The UK Army Force is facing a series of challenges and misplaced priorities obstructing its war capabilities as the country drags itself into one.

  • A British soldier sits in an AS90 and takes part in a military exercise with Ukrainian soldiers at a military training camp in an undisclosed location in England, Friday, March 24, 2023 (AP)

The UK lower house committee revealed on Sunday that the country’s armed forces are unprepared for a potential extensive war due to military personnel shortages, recruitment and retention issues, and growing security challenges. 

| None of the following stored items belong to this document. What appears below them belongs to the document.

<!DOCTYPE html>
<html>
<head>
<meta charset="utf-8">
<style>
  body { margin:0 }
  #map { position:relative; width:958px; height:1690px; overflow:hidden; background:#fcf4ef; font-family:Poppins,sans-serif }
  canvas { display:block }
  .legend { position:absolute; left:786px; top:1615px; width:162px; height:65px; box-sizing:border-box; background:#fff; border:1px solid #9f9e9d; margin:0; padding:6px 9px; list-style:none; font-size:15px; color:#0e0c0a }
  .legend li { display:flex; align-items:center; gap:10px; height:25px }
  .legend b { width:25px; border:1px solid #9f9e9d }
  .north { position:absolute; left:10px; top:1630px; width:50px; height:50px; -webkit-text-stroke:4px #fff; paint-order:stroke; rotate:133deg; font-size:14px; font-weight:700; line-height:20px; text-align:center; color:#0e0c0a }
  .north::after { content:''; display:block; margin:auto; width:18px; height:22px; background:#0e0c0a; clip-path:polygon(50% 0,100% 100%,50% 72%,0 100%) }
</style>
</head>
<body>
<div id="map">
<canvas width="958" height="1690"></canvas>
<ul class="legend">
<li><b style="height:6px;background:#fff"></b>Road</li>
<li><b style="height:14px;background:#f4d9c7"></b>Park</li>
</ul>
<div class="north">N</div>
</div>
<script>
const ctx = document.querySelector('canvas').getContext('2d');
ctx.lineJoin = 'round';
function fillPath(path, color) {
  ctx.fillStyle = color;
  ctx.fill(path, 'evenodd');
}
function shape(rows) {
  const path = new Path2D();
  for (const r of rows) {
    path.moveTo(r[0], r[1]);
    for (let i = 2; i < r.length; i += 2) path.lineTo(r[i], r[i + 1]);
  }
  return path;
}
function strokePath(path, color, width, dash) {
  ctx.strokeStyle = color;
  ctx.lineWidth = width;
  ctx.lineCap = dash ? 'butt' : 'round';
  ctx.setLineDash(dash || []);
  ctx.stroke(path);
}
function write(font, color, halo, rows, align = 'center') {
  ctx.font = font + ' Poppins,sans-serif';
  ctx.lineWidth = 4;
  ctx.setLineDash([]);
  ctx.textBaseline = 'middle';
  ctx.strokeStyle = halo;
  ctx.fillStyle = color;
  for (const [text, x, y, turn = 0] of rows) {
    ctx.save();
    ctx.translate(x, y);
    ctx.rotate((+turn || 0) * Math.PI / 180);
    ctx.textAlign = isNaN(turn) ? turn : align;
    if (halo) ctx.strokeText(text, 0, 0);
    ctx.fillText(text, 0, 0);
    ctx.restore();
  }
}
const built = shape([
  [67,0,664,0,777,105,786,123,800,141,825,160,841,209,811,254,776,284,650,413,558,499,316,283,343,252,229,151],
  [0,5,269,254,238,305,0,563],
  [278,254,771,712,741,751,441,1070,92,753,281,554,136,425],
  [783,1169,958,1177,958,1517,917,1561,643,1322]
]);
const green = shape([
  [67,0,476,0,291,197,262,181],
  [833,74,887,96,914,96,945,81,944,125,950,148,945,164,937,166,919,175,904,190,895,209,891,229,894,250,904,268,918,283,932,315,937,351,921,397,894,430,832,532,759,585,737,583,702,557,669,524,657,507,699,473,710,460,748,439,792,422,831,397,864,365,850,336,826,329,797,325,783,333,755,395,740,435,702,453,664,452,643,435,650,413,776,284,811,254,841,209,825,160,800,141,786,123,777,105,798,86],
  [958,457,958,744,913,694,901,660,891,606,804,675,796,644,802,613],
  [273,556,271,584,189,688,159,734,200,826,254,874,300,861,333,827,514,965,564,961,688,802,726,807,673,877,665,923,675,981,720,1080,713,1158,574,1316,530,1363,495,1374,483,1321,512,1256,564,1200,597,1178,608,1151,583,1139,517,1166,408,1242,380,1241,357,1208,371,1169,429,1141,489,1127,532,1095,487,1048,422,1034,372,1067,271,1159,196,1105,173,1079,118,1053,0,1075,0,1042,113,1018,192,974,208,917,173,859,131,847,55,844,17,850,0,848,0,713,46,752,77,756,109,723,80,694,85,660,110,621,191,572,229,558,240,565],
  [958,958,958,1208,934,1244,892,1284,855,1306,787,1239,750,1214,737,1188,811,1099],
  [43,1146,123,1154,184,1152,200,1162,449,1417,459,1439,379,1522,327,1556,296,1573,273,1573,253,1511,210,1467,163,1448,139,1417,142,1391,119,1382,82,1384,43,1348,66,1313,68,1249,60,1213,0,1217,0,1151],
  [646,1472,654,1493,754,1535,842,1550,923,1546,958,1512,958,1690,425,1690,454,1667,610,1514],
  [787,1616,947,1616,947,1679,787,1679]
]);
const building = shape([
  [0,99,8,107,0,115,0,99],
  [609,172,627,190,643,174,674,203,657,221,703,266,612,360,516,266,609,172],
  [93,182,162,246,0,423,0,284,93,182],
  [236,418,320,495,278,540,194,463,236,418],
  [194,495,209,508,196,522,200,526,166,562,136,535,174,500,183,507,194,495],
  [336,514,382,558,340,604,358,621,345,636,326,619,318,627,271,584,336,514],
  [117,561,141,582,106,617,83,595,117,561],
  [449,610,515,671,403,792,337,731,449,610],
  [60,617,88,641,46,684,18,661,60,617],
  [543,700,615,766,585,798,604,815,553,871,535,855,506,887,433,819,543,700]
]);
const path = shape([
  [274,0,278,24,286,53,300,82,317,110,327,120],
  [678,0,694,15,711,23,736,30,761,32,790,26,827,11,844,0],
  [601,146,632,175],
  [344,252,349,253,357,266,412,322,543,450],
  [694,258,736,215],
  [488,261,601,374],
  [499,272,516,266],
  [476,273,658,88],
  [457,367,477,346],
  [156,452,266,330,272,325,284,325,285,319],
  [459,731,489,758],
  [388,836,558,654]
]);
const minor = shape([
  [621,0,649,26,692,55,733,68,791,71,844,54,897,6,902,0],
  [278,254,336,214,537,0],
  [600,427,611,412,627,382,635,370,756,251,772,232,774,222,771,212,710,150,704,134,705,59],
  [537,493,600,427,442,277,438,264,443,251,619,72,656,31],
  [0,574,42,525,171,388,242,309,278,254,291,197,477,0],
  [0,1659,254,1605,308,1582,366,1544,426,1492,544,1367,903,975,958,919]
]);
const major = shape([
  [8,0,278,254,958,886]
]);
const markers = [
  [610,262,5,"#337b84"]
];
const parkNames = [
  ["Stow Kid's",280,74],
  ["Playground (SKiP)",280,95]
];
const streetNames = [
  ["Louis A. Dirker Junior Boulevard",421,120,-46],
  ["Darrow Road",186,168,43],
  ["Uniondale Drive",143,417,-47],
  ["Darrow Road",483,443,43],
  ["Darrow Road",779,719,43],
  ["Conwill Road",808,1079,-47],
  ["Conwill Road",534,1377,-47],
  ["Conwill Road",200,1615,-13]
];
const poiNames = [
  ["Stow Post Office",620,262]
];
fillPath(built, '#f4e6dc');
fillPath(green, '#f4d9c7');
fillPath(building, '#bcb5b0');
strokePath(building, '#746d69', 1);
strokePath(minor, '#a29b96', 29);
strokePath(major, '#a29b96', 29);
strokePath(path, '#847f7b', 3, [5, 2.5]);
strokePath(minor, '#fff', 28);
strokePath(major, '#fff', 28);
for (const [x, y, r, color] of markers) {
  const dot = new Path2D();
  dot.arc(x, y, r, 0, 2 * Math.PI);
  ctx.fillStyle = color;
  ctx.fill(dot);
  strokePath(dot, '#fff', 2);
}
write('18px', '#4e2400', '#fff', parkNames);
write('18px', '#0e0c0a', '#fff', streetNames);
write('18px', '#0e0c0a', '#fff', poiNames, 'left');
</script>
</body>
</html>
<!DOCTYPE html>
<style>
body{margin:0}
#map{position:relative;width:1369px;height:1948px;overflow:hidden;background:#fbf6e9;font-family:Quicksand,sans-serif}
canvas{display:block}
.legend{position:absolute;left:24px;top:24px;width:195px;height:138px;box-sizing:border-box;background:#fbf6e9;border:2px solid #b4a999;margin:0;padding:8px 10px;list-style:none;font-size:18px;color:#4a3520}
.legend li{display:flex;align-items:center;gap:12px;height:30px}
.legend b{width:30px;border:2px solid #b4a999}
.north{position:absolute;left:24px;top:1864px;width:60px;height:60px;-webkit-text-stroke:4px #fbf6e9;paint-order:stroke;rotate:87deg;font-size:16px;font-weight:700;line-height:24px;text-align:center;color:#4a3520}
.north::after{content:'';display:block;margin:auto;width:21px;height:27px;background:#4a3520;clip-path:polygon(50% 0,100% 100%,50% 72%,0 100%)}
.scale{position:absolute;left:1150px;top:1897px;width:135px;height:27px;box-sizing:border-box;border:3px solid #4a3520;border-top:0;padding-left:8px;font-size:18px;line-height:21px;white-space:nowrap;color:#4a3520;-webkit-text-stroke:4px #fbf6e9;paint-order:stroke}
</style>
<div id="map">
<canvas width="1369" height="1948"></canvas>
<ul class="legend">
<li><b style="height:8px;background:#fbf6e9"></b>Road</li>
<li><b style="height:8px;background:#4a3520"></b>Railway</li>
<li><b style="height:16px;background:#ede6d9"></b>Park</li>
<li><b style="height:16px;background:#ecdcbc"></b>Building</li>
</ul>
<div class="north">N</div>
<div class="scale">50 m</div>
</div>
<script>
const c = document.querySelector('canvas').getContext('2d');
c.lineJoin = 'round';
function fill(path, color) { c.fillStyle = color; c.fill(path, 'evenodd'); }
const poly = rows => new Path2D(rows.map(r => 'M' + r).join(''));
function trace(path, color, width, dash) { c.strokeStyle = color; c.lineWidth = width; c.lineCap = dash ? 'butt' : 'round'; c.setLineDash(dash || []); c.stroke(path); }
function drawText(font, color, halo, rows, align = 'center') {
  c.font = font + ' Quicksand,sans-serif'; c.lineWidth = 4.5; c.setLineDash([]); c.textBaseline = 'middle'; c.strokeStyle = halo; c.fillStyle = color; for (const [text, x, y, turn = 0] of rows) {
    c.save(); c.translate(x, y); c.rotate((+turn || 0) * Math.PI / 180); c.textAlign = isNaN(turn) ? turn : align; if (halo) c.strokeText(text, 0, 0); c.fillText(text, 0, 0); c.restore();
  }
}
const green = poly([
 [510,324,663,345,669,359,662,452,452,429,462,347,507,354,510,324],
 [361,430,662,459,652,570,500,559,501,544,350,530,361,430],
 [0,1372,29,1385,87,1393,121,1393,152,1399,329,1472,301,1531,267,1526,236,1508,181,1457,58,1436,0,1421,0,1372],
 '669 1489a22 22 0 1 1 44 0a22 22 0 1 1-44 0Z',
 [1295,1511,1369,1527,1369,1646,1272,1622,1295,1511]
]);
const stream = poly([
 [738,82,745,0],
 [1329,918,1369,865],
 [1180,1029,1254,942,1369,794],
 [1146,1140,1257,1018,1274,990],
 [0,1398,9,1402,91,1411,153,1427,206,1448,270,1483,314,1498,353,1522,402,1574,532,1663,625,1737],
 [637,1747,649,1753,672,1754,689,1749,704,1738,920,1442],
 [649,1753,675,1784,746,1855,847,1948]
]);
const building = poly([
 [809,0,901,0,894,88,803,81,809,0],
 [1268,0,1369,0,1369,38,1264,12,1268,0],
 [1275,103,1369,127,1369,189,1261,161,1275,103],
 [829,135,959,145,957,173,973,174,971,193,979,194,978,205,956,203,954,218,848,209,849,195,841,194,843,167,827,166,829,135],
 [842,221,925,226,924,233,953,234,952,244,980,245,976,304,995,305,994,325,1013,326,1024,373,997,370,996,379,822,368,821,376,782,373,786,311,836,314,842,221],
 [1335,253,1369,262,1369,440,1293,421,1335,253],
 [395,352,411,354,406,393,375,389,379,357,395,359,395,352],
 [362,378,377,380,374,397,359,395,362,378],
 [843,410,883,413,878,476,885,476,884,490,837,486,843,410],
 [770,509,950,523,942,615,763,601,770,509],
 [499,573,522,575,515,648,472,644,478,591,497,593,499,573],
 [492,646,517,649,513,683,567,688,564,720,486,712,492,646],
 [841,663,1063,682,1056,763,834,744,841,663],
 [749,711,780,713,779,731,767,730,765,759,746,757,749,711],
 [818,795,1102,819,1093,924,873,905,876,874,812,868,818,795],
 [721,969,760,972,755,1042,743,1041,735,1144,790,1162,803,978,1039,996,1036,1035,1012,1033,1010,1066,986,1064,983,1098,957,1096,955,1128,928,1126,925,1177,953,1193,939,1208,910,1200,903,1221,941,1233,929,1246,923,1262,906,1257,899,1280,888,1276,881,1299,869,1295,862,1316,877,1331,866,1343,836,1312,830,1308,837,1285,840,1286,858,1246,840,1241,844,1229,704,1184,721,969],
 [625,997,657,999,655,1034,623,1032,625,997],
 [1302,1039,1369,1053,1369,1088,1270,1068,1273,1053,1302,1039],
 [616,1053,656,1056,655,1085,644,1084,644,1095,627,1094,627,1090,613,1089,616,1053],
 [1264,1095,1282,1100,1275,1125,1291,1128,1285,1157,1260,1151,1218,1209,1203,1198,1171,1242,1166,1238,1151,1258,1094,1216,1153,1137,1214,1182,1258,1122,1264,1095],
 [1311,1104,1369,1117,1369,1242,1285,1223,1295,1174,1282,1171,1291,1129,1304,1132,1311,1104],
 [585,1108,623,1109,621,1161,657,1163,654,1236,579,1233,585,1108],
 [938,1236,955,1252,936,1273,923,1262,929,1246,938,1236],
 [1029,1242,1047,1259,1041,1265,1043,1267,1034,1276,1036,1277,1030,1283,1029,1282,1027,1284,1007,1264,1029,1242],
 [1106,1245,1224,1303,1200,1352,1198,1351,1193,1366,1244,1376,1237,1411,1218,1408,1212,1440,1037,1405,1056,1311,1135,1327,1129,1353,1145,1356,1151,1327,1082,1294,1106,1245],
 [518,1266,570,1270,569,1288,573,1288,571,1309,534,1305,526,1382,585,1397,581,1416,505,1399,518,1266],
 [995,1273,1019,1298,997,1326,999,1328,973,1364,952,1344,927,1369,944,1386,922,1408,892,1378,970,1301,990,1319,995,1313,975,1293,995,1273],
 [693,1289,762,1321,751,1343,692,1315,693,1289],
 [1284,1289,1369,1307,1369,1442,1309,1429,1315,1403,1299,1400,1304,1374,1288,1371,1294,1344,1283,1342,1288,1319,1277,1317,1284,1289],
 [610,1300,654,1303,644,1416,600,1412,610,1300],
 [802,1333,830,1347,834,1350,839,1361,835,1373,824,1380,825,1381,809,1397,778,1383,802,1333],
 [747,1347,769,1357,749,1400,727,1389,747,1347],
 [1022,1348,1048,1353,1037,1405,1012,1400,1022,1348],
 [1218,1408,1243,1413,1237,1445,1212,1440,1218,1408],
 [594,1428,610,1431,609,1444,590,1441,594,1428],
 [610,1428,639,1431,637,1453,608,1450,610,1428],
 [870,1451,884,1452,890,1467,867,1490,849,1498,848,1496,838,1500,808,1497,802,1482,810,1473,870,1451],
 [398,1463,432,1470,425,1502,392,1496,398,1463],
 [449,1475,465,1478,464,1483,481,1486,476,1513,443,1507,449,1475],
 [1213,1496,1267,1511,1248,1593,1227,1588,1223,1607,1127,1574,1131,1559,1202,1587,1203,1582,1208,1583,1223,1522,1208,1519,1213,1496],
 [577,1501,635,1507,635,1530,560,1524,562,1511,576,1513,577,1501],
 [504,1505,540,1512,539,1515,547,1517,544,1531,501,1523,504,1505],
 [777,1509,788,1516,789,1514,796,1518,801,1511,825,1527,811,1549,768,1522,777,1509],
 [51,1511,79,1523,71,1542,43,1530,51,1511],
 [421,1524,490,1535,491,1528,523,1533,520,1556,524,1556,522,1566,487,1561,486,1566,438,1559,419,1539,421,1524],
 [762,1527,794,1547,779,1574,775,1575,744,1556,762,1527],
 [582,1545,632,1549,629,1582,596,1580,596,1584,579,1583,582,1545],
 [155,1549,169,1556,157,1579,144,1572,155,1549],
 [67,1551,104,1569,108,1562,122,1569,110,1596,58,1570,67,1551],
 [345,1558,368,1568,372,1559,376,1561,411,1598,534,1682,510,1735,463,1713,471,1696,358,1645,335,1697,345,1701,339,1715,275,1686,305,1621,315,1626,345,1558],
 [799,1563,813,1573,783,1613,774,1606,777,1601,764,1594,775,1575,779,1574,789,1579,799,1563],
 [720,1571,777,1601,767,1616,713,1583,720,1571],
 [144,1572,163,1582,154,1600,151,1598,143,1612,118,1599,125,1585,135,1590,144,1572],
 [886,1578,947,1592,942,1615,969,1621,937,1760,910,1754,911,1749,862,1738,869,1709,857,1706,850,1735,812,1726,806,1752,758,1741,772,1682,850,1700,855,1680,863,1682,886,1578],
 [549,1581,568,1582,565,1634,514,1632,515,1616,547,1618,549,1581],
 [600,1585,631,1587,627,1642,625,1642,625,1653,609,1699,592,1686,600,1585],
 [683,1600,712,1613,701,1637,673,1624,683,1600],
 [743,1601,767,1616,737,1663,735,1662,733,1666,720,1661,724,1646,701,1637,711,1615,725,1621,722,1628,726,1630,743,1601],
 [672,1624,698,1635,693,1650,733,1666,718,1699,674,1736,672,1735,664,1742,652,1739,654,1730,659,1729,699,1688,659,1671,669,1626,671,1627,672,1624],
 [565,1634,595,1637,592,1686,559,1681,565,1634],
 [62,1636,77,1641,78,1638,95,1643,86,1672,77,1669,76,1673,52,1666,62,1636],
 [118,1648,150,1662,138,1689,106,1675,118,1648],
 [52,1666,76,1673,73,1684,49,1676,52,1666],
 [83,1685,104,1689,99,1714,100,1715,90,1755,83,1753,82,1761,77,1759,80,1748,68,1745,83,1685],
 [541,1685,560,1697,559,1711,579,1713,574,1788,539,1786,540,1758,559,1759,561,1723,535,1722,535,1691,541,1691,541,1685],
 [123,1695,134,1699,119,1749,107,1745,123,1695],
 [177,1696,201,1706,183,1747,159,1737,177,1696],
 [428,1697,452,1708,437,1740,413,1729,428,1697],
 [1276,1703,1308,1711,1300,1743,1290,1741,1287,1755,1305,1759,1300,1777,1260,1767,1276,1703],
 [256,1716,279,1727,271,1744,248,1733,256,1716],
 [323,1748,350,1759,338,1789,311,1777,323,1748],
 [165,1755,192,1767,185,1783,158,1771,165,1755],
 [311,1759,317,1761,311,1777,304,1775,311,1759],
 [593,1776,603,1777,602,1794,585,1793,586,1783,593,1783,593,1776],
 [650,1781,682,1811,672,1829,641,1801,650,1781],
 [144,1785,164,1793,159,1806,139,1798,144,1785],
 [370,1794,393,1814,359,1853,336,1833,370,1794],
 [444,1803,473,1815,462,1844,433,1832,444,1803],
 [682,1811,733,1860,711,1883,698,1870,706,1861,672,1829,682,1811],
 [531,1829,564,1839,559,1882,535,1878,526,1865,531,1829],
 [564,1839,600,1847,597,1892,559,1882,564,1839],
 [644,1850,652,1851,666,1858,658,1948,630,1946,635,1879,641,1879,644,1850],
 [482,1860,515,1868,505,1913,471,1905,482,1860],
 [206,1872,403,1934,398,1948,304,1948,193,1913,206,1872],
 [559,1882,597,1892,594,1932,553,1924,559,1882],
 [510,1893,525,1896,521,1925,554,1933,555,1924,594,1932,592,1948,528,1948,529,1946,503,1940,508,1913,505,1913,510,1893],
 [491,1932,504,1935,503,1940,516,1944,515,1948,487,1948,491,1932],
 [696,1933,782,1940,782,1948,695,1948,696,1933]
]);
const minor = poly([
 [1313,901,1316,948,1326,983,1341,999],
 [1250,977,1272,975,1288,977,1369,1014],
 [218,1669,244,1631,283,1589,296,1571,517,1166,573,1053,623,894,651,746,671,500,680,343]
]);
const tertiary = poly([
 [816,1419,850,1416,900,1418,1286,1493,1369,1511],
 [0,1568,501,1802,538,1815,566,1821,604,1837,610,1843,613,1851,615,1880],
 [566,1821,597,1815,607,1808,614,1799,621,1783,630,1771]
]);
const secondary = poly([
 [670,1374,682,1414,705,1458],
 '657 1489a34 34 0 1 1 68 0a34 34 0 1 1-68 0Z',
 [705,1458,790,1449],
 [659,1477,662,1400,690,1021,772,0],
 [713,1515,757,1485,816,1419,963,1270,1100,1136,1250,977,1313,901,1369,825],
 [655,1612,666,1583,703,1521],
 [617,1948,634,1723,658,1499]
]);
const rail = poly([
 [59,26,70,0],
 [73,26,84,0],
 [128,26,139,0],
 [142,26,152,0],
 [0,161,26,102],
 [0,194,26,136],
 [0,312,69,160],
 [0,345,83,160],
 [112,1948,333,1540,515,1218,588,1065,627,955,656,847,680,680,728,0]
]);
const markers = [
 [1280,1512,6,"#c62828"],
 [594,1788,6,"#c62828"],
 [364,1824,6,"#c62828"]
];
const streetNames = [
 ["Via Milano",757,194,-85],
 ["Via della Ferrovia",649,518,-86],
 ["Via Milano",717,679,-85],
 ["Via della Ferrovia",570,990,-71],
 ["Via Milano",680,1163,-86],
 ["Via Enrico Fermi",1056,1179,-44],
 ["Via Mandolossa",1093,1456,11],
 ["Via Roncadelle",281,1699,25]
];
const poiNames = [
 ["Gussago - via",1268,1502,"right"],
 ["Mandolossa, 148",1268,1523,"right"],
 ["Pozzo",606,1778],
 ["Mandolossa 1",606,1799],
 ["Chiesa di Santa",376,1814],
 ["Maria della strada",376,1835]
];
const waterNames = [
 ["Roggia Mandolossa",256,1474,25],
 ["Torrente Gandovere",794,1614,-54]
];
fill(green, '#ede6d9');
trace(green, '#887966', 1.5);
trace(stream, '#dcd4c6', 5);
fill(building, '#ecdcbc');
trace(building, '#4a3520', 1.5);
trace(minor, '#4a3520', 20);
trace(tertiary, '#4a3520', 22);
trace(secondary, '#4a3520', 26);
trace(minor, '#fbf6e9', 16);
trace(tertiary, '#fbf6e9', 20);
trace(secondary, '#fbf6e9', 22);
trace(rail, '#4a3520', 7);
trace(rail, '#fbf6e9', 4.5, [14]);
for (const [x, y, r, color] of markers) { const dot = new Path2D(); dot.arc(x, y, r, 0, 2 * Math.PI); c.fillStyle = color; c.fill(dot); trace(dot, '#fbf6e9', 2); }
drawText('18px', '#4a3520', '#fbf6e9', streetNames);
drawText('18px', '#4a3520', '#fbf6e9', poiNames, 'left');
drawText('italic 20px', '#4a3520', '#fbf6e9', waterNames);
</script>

The committee released a report and stated “The Government will never achieve warfighting or strategic readiness without a thriving industrial base and without an offer that can attract, develop, and sustain enough service personnel skilled to meet the increasing and evolving military challenges that we as a nation face. These reforms need to work and at pace.” 

The army has been partaking in heightened military operations and experiencing “unrelenting pressure” that has downsized retention and recruitment, causing a discrepancy encapsulated by more people leaving the service than those joining it. 

The report then made recommendations suggesting that the UK invest more in military ability expenditure or shift its priorities based on what its army force can provide. 

The UK deploys its military forces in the Middle East

In this context, it is vital to mention the UK’s participation in several military operations that could have taken a toll on its army. 

The UK is a significant part of the US-led maritime coalition, Operation Prosperity Guardian, which has militarized the Red Sea in an attempt to protect “Israel” and deter the Yemeni Armed Forces, but in vain. The UK has also been leading a series of attacks on Yemen.

According to Declassified UK, an investigation showed that the UK military has flown 50 espionage operations over Gaza since the beginning of December to help “Israel”.

The information-collecting missions are carried out by Shadow R1 surveillance aircraft that take off from Britain’s controversial Akrotiri air station in Cyprus.

Britain maintains two “Sovereign Base Areas” on Cyprus, Dhekelia in the east and Akrotiri in the west, which are enormous, highly covert military and intelligence complexes covering 3% of the island’s geographical area and historically used for UK bombing missions in the Middle East and its complicity in the war on Gaza.

In early December, the UK’s Defense Ministry announced it would start conducting surveillance flights over Gaza, occupied Palestine, and the Eastern Mediterranean, claiming that operations aim to locate sites of captives held by the Palestinian Resistance.

One week after October 7, the UK government announced that it had increased its military presence in the Middle East by deploying two Royal Navy ships, spy hardware, and an additional 1,000 personnel “to support Israel, reinforce regional stability and prevent escalation.”